En el caso de los “agentes inmobiliarios Remax”, la mayor parte se trata de monotributistas sin título profesional de corredor inmobiliario (ilegales) que además deben pagar por ocupar un espacio dentro del ámbito laboral”, agrega la directiva.

El enfrentamiento entre las inmobiliarias tiene abiertos varios capítulos en la Justicia. No sólo en el caso de ReMax y CUCICBA donde la Inspección General de Justicia (IGJ) dictaminó la prohibición de operar de la franquicia hace más de un año. Y ésta ultima apeló la medida. También existe una decena de ordenanzas en distintas localidades de la provincia de Buenos Aires -como Villa Gesell, General Pueyrredón, Chivilcoy y Campana entre otras, en las que se determinó la prohibición de operar para las franquicias o, al menos, de hacer publicidad en esas zonas.

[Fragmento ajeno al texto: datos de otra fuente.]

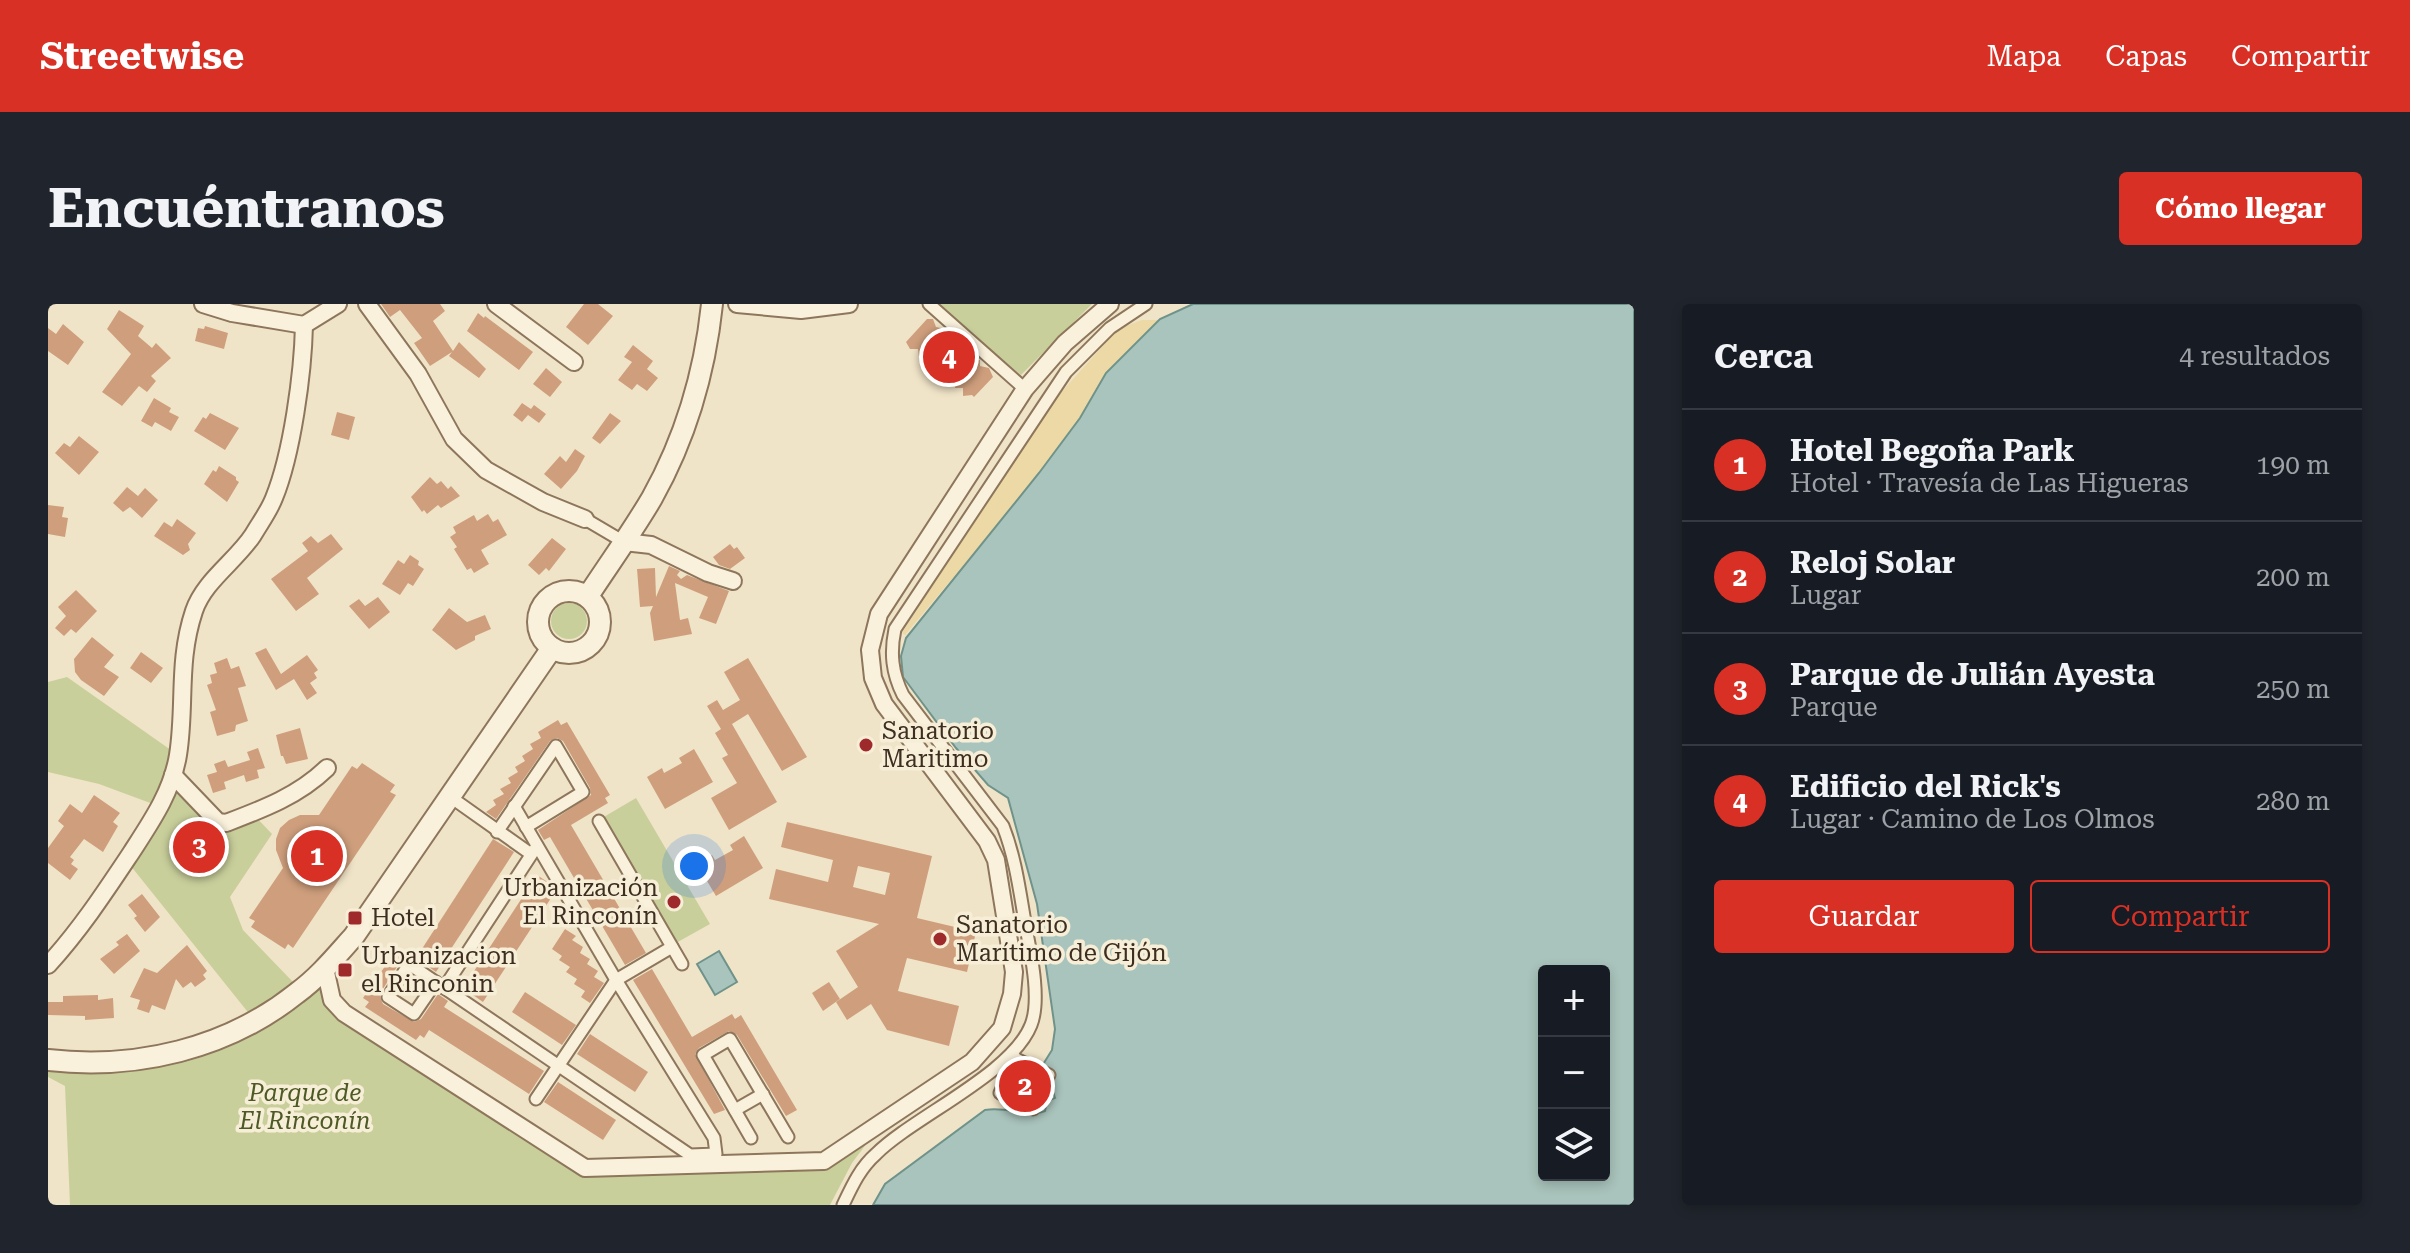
<!DOCTYPE html>
<html lang="es">
<head>
<meta charset="utf-8">
<style>
  body { margin:0; font-family:"Roboto Serif",serif; background:#20242c; color:#f1f3f6 }
  .controls { position:absolute; right:24px; bottom:24px; display:grid; overflow:hidden; border-radius:8px; box-shadow:0 4px 12px #0003 }
  .controls button { width:72px; height:72px; display:grid; place-items:center; padding:0; border:0; border-bottom:2px solid #363941; background:#171b24; color:#f1f3f6; font:40px sans-serif }
  .you { position:absolute; left:646px; top:562px; width:28px; height:28px; margin:-20px; border:6px solid #fff; border-radius:50%; background:#1a73e8; box-shadow:0 0 0 12px #1a73e833 }
  .badge { display:grid; place-items:center; width:52px; height:52px; border-radius:50%; background:#d93025; color:#fff; font-size:26px; font-weight:700 }
  .pin { position:absolute; translate:-50% -50%; border:4px solid #fff; box-shadow:0 2px 8px #0006 }
  .list { margin:0; padding:0; list-style:none }
  h2 { display:flex; justify-content:space-between; align-items:center; height:104px; margin:0; padding:0 32px; font-size:34px }
  h2 small { font-size:26px; font-weight:400; color:#9ea1a6 }
  .list li { display:grid; grid-template-columns:52px 1fr auto; gap:24px; align-items:center; box-sizing:border-box; height:112px; padding:0 32px; border-top:2px solid #363941 }
  .list b { display:block; font-size:30px; white-space:nowrap }
  .list p { margin:0; font-size:26px; white-space:nowrap; color:#9ea1a6 }
  .list em { font-size:26px; font-style:normal; color:#9ea1a6 }
  .actions { display:flex; gap:16px; padding:24px 32px }
  .actions a { flex:1; padding:18px 0; border:2px solid #d93025; border-radius:8px; text-align:center; font-size:28px; color:#d93025 }
  .actions .main { background:#d93025; color:#fff }
  .icon { flex:none; width:44px; height:44px; fill:none; stroke:currentColor; stroke-width:2; stroke-linecap:round; stroke-linejoin:round }
  .map { position:relative; flex:none; width:1586px; height:901px; overflow:hidden; border-radius:8px }
  header { display:flex; align-items:center; gap:48px; box-sizing:border-box; height:112px; padding:0 40px; background:#d93025; color:#fff }
  header strong { font-size:38px }
  nav { display:flex; gap:44px; margin-inline-start:auto; font-size:28px }
  .intro { display:flex; align-items:center; justify-content:space-between; box-sizing:border-box; height:192px; padding:0 48px }
  h1 { margin:0; font-size:56px }
  .button { padding:20px 36px; border-radius:8px; background:#d93025; color:#fff; font-size:28px; font-weight:700 }
  main { display:flex; gap:48px; padding:0 48px }
  aside { flex:1; background:#171b24; border-radius:8px; box-shadow:0 4px 12px #0003 }
  .map>svg:first-child { display:block }
</style>
</head>
<body>
<header>
<strong>Streetwise</strong>
<nav><a>Mapa</a><a>Capas</a><a>Compartir</a></nav>
</header>
<div class="intro"><h1>Encuéntranos</h1><a class="button">Cómo llegar</a></div>
<main>
<div class="map">
<svg width="1586" height="901" viewBox="0 0 1586 901">
  <rect width="100%" height="100%" fill="#f0e4c8"/>
  <g fill="#c9cf9b">
    <polygon points="888,0 1044,0 973,71"/>
    <circle cx="521" cy="317" r="18"/>
    <polygon points="19,373 130,451 125,471 170,518 204,509 224,530 182,593 195,626 244,677 249,689 277,664 284,695 537,864 776,857 819,839 804,859 782,901 22,901 17,782 0,773 0,756 75,758 207,717 78,556 105,500 51,480 0,468 0,378"/>
    <polygon points="588,494 662,620 628,639 554,514"/>
  </g>
  <polygon fill="#ecd9a5" points="1094,16 1117,16 970,207 903,276 857,331 854,329 1000,103 1070,25"/>
  <g fill="#a9c4bc" stroke="#6f938a" stroke-width="2" fill-rule="evenodd">
    <path d="M1145 0H1586V901H825L837 880 937 806C960 802 980 814 997 807L999 797 1007 794 1004 785 1005 772 994 762 1004 746 1007 725 989 600 960 494 940 481 908 444 855 373 853 352 858 334 991 169 1032 114 1058 69 1112 15ZM1496 667H1556V871H1496Z"/>
    <polygon points="671,647 689,678 667,691 649,660"/>
  </g>
  <g fill="#cf9f7d" fill-rule="evenodd">
    <polygon points="333,0 392,0 397,7 385,17 405,47 411,38 438,65 431,74 401,52 404,48 382,62 366,39 374,34 352,6 342,13"/>
    <polygon points="536,0 550,0 565,12 540,41 518,23"/>
    <polygon points="71,6 96,22 90,32 104,44 108,39 123,54 103,72 108,77 99,88 91,82 74,102 54,88 83,50 59,25"/>
    <polygon points="430,9 436,14 437,12 485,48 471,66 419,27"/>
    <polygon points="879,15 885,15 888,23 897,25 897,32 903,31 906,39 914,41 915,47 921,46 923,54 932,56 932,62 941,64 945,73 926,93 924,91 915,92 915,84 907,84 906,76 897,76 896,68 888,68 887,61 880,61 879,52 871,53 870,45 862,45 858,38"/>
    <polygon points="15,20 36,38 20,61 0,47 0,24 8,30"/>
    <polygon points="157,22 180,29 176,45 147,37 150,24 156,25"/>
    <polygon points="585,41 605,57 599,65 610,74 599,87 589,80 584,86 570,76 584,58 576,53"/>
    <polygon points="498,64 514,78 502,93 485,80"/>
    <polygon points="106,94 123,104 121,108 131,113 123,127 107,118 104,123 93,117"/>
    <polygon points="474,99 483,105 486,101 498,110 491,119 480,111 474,118 465,111"/>
    <polygon points="289,108 307,113 301,136 283,131"/>
    <polygon points="162,109 191,124 177,146 146,127 155,113 158,115"/>
    <polygon points="562,109 573,117 552,140 544,134"/>
    <polygon points="31,132 51,148 31,171 7,149 16,139 22,143"/>
    <polygon points="527,145 537,152 529,167 513,185 496,170 512,152 518,158"/>
    <polygon points="171,162 188,173 188,176 191,178 179,198 156,180 165,166 168,168"/>
    <polygon points="382,173 389,180 393,177 400,185 403,182 412,192 393,204 390,201 379,210 376,206 374,208 363,193"/>
    <polygon points="79,183 90,192 97,184 110,196 94,214 82,203 75,208 65,199"/>
    <polygon points="0,201 16,203 14,213 20,214 17,233 0,230"/>
    <polygon points="440,210 445,218 450,215 459,231 433,246 441,260 426,269 423,264 419,266 406,245 409,243 402,233 408,229 405,223 426,211 429,217"/>
    <polygon points="129,215 148,229 140,240 142,246 135,251 106,232 116,218 124,223"/>
    <polygon points="283,230 295,245 259,274 271,290 248,307 223,275 260,247 254,239 263,232 270,239"/>
    <polygon points="504,234 518,245 501,267 498,264 491,271 480,261"/>
    <polygon points="682,240 686,245 689,243 697,254 682,265 671,261 665,253"/>
    <polygon points="362,251 371,257 370,261 376,265 365,282 360,279 352,291 334,280 350,256 356,260"/>
    <polygon points="621,262 632,267 629,271 633,275 639,271 681,287 668,320 651,314 660,293 627,279 632,316 640,314 644,330 606,337 602,309 605,302 592,303 589,265 607,264 608,293"/>
    <polygon points="28,286 49,307 28,329 23,325 16,332 7,324 18,312 10,303"/>
    <polygon points="330,293 342,308 321,325 301,302 311,295 317,302"/>
    <polygon points="401,304 419,318 437,311 443,325 427,332 427,336 408,346 384,326"/>
    <polygon points="44,333 66,351 56,363 71,373 56,392 33,376 27,368 26,355"/>
    <polygon points="218,344 233,370 259,351 270,366 266,369 269,374 262,379 269,389 259,396 246,375 228,386 207,349"/>
    <polygon points="93,348 115,364 103,379 82,364"/>
    <polygon points="179,354 183,365 191,362 198,382 190,384 200,417 188,421 187,427 169,432 162,408 168,406 159,381 164,379 162,371 169,369 166,359"/>
    <polygon points="700,354 759,453 734,467 700,410 684,420 729,498 681,526 663,494 689,479 674,454 680,451 667,429 673,425 659,402 669,396 675,406 692,396 676,368"/>
    <polygon points="510,416 513,421 519,418 562,491 557,494 560,499 523,521 598,649 577,661 502,533 496,536 490,526 543,491 542,484 515,437 509,434 502,437 448,515 438,508 448,501 445,496 456,490 452,485 463,479 460,474 470,468 467,463 477,457 474,452 485,445 482,440 493,434 490,428"/>
    <polygon points="252,424 260,455 238,460 235,452 233,452 228,431"/>
    <polygon points="210,444 217,464 209,466 211,474 198,478 196,471 176,478 178,485 165,489 159,471 169,468 166,460 177,456 180,463 202,456 199,448"/>
    <polygon points="646,445 665,478 617,505 599,473 614,464 616,469 634,459 631,454"/>
    <polygon points="314,459 347,481 342,488 348,491 245,644 240,640 237,645 203,623 207,617 201,614 235,564 228,546 228,535 232,524 241,516 252,511 271,511 304,462 309,465"/>
    <polygon points="46,491 72,509 65,518 70,522 55,548 36,535 22,553 26,556 23,560 30,565 22,576 0,559 0,544 16,522 10,517 22,500 34,509"/>
    <path d="M739 518 884 552 869 614 928 628 919 668 859 654 850 687 911 702 901 742 839 726 823 700 799 716 788 698 810 683 788 647 831 620 721 595 728 565 780 578 785 556 733 543ZM810 562 842 569 837 591 805 583Z"/>
    <polygon points="696,532 715,564 668,592 649,560 664,551 667,556 685,546 682,541"/>
    <polygon points="445,535 466,548 388,668 368,654"/>
    <polygon points="489,571 501,579 507,588 435,698 415,684"/>
    <polygon points="94,590 112,613 97,628 86,614 89,612 80,601"/>
    <polygon points="517,625 528,632 524,636 535,643 532,649 542,655 539,660 550,667 546,673 556,679 542,699 533,693 537,687 526,680 529,675 518,668 522,663 511,656 514,652 504,645"/>
    <polygon points="79,630 92,647 66,670 52,655 71,641 68,638"/>
    <polygon points="139,641 159,667 155,671 158,675 147,683 143,678 135,684 128,675 117,706 104,701 101,709 89,705 92,696 82,693 96,664 109,669"/>
    <polygon points="349,645 360,652 354,655 333,688 332,693 335,700 366,718 373,715 390,690 400,697 396,703 496,767 481,790 381,726 376,734 372,731 368,736 317,703 321,698 315,694"/>
    <polygon points="604,665 644,733 684,710 687,715 693,711 749,806 738,812 689,731 681,727 651,744 647,750 677,806 666,810 585,676"/>
    <polygon points="781,678 792,695 775,707 764,689"/>
    <polygon points="477,688 528,721 514,741 464,708"/>
    <polygon points="50,691 50,696 65,694 66,714 37,716 37,712 0,711 0,698 15,698 15,692"/>
    <polygon points="542,730 600,768 587,788 529,750"/>
    <polygon points="510,778 568,816 555,836 496,798"/>
  </g>
  <g fill="none" stroke-linecap="round" stroke-linejoin="round">
    <g stroke="#8d765c" stroke-width="15">
      <g id="pedestrian">
        <polyline points="881,0 977,85"/>
        <polyline points="537,215 576,238"/>
        <polyline points="411,499 483,550"/>
        <polyline points="551,517 634,660"/>
        <polyline points="449,528 508,442 535,488 478,523"/>
        <polyline points="388,678 366,710 340,693 361,660 642,851 668,850 666,834 568,676 466,502"/>
        <polyline points="396,684 489,542"/>
        <polyline points="964,749 968,755 1001,771 985,805 952,789 968,755"/>
        <polyline points="488,795 568,676 624,643"/>
        <polyline points="687,806 715,790"/>
        <polyline points="703,834 655,751 682,735 740,833"/>
        <path d="M795 901C804 882 812 864 828 850 865 813 964 770 983 721 993 696 983 650 978 624 972 590 968 555 955 522L855 391C844 369 842 349 847 325L1018 68 1062 24 1098 0"/>
      </g>
    </g>
    <g stroke="#8d765c" stroke-width="20">
      <g id="minor">
        <polyline points="155,0 184,9 256,21 290,0"/>
        <polyline points="319,0 370,70 406,135 438,166 495,198 537,215"/>
        <polyline points="448,0 526,58"/>
        <polyline points="689,0 753,6 801,0"/>
        <polyline points="576,238 603,241 660,269 685,277"/>
        <path d="M125 471 170 518 178 519C215 505 250 492 279 464"/>
        <path d="M0 661C32 626 57 588 83 549 103 518 124 488 130 451 138 401 129 358 146 307 156 277 188 257 205 231 212 219 221 207 226 194 244 150 255 69 256 21"/>
        <polyline points="277,664 284,696 296,709 537,864 776,857 924,758 954,724 964,690 966,668 948,556 939,537 836,400 825,374 822,346 831,310 977,85 1017,39 1062,0"/>
      </g>
    </g>
    <g stroke="#8d765c" stroke-width="24">
      <g id="tertiary">
        <circle cx="521" cy="318" r="31"/>
        <path d="M540 292C561 260 584 228 604 194 637 135 657 67 664 0"/>
        <path d="M0 756C88 766 179 745 249 689 271 673 288 652 306 632L504 344"/>
      </g>
    </g>
    <use href="#pedestrian" stroke="#faf1dc" stroke-width="11"/>
    <use href="#minor" stroke="#faf1dc" stroke-width="16"/>
    <use href="#tertiary" stroke="#faf1dc" stroke-width="20"/>
  </g>
  <g fill="#9e2a2b" stroke="#f7eed8" stroke-width="3">
    <circle cx="818" cy="441" r="8"/>
    <circle cx="626" cy="598" r="8"/>
    <rect x="299" y="606" width="16" height="16" rx="4"/>
    <circle cx="892" cy="635" r="8"/>
    <rect x="289" y="658" width="16" height="16" rx="4"/>
  </g>
  <g text-anchor="middle" dominant-baseline="central" stroke-width="7" stroke-linejoin="round" paint-order="stroke">
    <g font-size="24" fill="#3d2e20" stroke="#f7eed8" text-anchor="start">
      <text x="834" y="427">Sanatorio<tspan x="834" dy="28">Maritimo</tspan></text>
      <text x="610" y="584" text-anchor="end">Urbanización<tspan x="610" dy="28">El Rinconín</tspan></text>
      <text x="323" y="614">Hotel</text>
      <text x="908" y="621">Sanatorio<tspan x="908" dy="28">Marítimo de Gijón</tspan></text>
      <text x="313" y="652">Urbanizacion<tspan x="313" dy="28">el Rinconin</tspan></text>
    </g>
    <g font-size="24" font-style="italic" fill="#4d5a26" stroke="#f7eed8">
      <text x="257" y="789">Parque de<tspan x="257" dy="28">El Rinconín</tspan></text>
    </g>
  </g>
</svg>
<div class="controls">
<button>+</button>
<button>−</button>
<button><svg class="icon" aria-label="layers" viewBox="0 0 24 24"><path d="M12 4l9 5-9 5-9-5zM3 14l9 5 9-5"/></svg></button>
</div>
<div class="you"></div>
<div class="pin badge" style="left:269px;top:552px">1</div>
<div class="pin badge" style="left:977px;top:782px">2</div>
<div class="pin badge" style="left:151px;top:543px">3</div>
<div class="pin badge" style="left:901px;top:53px">4</div>
</div>
<aside>
<h2>Cerca<small>4 resultados</small></h2>
<ul class="list">
<li><span class="badge">1</span><div><b>Hotel Begoña Park</b><p>Hotel · Travesía de Las Higueras</p></div><em>190 m</em></li>
<li><span class="badge">2</span><div><b>Reloj Solar</b><p>Lugar</p></div><em>200 m</em></li>
<li><span class="badge">3</span><div><b>Parque de Julián Ayesta</b><p>Parque</p></div><em>250 m</em></li>
<li><span class="badge">4</span><div><b>Edificio del Rick's</b><p>Lugar · Camino de Los Olmos</p></div><em>280 m</em></li>
</ul>
<div class="actions"><a class="main">Guardar</a><a>Compartir</a></div>
</aside>
</main>
</body>
</html>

Además, en agosto, también la IGJ negó la autorización a operar a CAMESI, la cámara que agrupa a empresas de similares características a las de RE/MAX, como Century 21, GNV Group, Keymex y Coldwell Banker.

Sobre la cuestión judicial, desde ReMax señalaron que a nivel país, diferentes Colegios de Martilleros y Corredores han promovido acciones dentro de sus tribunales de disciplina, donde los propios miembros son titulares de sus propias inmobiliarias”. Pero “ninguna de estas causas tiene sentencia firme, las mismas se siguen discutiendo en la Justicia, excepto algunas acciones en la provincia de Santa Fe en la cuales la justicia resolvió dejar sin efecto las sanciones que había impuesto el colegio de dicha provincia. Asimismo, han iniciado denuncias penales y todas ellas han sido rechazadas”.

La polémica en el sector se enmarca en un contexto de suma ralentización de las ventas de inmuebles. Si bien en los primeros nueve meses de este año, se vendieron más propiedades que en 2020, las ventas vienen muy por debajo de los niveles previos a la pandemia. Según explicó el Colegio de Escribanos porteño, “en cualquier mes de este año no se ha superado prácticamente la franja de las tres mil escrituras”. Cuando en 2017, superaron las 6000.